[Opening RECORD SET section]
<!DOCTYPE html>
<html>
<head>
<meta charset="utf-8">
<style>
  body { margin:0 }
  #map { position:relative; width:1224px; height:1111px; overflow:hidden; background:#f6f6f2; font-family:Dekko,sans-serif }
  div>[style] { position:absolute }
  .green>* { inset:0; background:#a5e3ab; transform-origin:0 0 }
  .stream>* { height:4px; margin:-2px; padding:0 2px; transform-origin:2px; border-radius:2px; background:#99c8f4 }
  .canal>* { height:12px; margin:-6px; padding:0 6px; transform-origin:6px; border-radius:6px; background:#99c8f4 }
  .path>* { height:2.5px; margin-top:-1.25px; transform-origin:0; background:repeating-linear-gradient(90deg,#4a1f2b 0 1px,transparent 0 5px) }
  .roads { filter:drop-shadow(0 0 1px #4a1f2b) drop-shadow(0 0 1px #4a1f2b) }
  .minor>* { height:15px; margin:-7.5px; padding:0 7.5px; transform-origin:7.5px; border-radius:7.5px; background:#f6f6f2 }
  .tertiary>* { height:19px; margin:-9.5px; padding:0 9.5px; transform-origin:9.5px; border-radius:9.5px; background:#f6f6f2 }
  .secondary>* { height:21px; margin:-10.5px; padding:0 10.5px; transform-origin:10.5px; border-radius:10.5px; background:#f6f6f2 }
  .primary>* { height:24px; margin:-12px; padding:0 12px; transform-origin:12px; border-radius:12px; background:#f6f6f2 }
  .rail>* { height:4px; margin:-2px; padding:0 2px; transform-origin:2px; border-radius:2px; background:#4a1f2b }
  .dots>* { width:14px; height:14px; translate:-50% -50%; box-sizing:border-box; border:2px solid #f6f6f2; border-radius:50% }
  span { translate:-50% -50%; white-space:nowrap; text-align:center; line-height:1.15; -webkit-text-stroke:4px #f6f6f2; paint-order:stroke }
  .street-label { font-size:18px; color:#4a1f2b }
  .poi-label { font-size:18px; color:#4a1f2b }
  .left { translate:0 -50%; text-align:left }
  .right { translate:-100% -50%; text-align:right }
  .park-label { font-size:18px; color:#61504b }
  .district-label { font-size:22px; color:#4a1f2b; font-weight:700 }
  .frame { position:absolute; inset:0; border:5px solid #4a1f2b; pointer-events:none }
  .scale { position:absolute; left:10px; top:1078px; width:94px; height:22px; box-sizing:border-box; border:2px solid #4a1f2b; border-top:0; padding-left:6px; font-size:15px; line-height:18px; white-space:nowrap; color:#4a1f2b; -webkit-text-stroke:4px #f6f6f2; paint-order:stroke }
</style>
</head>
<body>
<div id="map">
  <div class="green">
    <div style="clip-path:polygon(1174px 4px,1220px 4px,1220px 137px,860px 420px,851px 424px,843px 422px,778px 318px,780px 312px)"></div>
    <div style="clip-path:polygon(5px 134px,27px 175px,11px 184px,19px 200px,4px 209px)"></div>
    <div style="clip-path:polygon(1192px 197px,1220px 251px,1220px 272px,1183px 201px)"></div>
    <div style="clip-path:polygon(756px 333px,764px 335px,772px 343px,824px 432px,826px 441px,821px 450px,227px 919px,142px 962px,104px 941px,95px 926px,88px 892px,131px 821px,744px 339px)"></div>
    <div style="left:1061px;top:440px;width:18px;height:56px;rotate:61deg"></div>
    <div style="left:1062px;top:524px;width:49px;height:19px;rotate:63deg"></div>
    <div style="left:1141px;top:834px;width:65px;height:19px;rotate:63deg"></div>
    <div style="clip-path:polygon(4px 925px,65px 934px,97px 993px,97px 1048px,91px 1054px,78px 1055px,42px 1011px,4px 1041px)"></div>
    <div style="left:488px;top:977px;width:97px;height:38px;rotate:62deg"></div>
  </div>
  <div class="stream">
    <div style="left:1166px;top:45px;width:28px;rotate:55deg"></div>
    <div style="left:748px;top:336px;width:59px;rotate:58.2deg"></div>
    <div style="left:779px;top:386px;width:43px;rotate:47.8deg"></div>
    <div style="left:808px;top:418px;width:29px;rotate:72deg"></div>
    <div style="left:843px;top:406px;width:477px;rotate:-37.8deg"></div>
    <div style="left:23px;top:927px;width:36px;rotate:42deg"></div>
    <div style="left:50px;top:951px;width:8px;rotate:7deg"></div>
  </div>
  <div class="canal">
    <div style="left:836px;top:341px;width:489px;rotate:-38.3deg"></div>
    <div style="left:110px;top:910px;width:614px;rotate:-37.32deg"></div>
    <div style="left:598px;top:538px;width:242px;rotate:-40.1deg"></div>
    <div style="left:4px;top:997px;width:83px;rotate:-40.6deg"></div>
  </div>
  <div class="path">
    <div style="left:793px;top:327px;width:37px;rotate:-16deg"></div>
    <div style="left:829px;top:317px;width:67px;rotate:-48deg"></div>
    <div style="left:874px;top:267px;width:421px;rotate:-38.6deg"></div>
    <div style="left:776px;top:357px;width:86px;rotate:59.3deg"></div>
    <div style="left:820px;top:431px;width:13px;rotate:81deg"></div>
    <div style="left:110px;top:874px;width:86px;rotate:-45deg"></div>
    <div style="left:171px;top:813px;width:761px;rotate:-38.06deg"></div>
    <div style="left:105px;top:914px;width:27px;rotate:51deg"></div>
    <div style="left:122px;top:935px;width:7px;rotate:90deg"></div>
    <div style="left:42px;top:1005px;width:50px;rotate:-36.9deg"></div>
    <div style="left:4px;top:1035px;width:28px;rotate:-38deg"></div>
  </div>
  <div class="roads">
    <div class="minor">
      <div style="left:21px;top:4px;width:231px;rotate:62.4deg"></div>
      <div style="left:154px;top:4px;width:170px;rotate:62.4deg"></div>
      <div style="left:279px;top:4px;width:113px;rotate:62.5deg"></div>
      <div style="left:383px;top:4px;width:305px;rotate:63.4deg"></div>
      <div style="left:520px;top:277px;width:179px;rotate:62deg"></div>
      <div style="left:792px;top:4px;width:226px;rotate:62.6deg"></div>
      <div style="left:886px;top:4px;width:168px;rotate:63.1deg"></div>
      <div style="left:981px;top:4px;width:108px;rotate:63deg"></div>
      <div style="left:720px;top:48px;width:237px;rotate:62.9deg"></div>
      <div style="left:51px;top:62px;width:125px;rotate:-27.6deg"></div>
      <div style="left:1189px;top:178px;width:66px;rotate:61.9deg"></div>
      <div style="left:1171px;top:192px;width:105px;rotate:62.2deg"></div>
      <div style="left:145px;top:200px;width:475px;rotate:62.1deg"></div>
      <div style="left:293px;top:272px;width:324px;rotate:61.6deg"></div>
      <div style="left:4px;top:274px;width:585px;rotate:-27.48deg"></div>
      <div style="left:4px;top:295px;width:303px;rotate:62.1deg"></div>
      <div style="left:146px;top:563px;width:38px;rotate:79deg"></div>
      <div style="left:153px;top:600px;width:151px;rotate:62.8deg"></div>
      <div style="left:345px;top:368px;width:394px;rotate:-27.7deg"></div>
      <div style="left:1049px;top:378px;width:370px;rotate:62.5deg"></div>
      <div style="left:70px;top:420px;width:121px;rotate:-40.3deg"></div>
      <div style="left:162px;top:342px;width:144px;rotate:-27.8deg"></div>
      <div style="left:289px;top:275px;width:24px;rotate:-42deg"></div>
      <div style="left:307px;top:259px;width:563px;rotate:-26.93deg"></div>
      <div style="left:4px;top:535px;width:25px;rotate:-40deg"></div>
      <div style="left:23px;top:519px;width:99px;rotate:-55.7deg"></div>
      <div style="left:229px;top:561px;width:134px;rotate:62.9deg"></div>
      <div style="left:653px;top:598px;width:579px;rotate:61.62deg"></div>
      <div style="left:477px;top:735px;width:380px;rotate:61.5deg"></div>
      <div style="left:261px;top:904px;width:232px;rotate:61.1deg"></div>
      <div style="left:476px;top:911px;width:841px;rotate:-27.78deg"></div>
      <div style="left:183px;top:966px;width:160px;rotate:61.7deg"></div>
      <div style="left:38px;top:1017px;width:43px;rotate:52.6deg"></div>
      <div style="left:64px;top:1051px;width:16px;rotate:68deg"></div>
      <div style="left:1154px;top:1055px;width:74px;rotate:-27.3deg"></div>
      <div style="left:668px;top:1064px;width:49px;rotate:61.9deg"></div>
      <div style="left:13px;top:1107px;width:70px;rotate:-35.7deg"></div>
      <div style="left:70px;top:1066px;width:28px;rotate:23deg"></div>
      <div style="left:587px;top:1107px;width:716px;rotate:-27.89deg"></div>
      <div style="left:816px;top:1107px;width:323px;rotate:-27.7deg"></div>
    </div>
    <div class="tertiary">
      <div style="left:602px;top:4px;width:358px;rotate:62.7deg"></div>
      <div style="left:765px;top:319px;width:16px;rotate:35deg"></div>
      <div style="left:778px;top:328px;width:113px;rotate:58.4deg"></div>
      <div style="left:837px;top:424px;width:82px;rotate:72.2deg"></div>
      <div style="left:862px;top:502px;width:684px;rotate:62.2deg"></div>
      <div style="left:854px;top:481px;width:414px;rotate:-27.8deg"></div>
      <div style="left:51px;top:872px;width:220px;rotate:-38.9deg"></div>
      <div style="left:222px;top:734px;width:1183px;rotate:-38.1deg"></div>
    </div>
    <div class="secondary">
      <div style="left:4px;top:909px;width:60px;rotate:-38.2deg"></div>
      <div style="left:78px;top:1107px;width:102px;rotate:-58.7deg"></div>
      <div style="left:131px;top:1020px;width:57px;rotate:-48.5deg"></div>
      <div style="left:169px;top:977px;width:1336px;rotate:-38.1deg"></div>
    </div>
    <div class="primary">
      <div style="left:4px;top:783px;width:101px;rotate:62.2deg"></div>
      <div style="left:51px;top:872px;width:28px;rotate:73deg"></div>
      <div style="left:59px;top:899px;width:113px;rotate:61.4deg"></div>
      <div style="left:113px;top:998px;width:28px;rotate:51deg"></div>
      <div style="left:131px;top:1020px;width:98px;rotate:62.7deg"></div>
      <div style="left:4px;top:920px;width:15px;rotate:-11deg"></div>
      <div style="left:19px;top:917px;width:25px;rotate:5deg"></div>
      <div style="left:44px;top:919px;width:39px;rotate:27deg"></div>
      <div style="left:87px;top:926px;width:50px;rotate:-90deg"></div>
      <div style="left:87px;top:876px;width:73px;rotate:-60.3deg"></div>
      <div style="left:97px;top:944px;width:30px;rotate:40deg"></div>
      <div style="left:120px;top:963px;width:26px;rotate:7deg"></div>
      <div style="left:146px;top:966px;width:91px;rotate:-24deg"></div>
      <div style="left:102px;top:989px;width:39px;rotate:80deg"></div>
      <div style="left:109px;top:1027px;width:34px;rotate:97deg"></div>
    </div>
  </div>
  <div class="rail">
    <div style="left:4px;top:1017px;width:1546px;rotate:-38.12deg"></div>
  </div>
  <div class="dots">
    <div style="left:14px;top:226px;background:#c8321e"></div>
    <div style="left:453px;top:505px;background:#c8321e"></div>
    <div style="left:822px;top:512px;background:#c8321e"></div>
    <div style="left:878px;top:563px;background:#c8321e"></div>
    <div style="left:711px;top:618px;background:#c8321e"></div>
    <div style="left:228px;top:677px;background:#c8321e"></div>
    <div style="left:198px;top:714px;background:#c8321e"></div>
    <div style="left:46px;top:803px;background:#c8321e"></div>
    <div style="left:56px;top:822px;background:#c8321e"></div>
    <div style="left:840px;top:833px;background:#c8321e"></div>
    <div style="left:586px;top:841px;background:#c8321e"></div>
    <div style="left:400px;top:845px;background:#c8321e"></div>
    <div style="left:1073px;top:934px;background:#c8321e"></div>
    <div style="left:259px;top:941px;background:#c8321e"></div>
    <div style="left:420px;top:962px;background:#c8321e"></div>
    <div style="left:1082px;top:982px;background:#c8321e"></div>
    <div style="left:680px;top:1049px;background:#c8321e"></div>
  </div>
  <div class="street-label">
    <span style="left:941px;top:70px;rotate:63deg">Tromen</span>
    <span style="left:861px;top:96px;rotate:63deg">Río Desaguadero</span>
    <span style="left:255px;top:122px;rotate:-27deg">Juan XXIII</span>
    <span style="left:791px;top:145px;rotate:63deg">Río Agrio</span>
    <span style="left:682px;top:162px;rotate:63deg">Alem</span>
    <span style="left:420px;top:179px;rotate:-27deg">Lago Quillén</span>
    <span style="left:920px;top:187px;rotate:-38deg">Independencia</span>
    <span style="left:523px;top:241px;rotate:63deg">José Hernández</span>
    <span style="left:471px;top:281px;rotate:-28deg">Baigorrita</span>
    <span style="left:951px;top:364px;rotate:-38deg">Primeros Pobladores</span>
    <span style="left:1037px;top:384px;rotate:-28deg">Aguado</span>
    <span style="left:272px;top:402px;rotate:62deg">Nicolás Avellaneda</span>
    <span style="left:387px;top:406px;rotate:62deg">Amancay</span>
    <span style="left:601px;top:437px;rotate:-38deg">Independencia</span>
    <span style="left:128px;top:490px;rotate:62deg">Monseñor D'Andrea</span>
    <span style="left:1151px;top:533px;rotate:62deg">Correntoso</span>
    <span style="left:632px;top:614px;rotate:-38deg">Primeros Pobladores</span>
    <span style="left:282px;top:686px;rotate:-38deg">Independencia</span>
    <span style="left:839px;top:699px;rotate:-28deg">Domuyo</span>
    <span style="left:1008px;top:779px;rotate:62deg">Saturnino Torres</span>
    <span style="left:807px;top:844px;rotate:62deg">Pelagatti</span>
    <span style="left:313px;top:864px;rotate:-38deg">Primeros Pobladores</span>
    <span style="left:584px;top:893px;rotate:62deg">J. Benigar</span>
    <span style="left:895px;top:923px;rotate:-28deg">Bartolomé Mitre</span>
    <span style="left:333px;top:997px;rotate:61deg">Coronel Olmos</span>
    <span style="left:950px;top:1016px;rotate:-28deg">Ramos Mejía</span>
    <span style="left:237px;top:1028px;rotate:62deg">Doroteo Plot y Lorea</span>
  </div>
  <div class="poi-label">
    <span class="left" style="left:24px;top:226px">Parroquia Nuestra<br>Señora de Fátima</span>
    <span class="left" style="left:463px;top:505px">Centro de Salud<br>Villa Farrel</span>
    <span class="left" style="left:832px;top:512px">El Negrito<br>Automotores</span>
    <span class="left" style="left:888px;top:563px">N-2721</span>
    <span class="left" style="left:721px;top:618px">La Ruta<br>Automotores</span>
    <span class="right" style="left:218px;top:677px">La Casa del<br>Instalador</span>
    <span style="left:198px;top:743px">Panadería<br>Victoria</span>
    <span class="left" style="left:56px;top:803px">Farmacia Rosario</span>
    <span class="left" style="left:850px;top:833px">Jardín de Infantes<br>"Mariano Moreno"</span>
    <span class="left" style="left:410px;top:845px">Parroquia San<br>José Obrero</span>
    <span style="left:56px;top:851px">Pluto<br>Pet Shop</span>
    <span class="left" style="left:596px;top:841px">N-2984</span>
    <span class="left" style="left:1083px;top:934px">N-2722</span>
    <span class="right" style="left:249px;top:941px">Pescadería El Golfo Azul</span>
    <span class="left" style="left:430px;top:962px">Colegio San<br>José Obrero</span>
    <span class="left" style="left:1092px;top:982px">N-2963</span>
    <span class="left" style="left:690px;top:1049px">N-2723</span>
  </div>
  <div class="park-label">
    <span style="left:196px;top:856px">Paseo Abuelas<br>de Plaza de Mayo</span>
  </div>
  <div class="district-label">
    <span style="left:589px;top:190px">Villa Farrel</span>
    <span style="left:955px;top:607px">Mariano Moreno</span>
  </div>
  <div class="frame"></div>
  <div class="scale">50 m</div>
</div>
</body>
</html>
[Closing RECORD SET section]
• **TASK DESCRIPTION**: Exact reproduction is required: output the lines from the start of the entries above through the line with "filter:drop-shadow(0 0 1px".

• **EXPECTED ANSWER**:
<!DOCTYPE html>
<html>
<head>
<meta charset="utf-8">
<style>
  body { margin:0 }
  #map { position:relative; width:1224px; height:1111px; overflow:hidden; background:#f6f6f2; font-family:Dekko,sans-serif }
  div>[style] { position:absolute }
  .green>* { inset:0; background:#a5e3ab; transform-origin:0 0 }
  .stream>* { height:4px; margin:-2px; padding:0 2px; transform-origin:2px; border-radius:2px; background:#99c8f4 }
  .canal>* { height:12px; margin:-6px; padding:0 6px; transform-origin:6px; border-radius:6px; background:#99c8f4 }
  .path>* { height:2.5px; margin-top:-1.25px; transform-origin:0; background:repeating-linear-gradient(90deg,#4a1f2b 0 1px,transparent 0 5px) }
  .roads { filter:drop-shadow(0 0 1px #4a1f2b) drop-shadow(0 0 1px #4a1f2b) }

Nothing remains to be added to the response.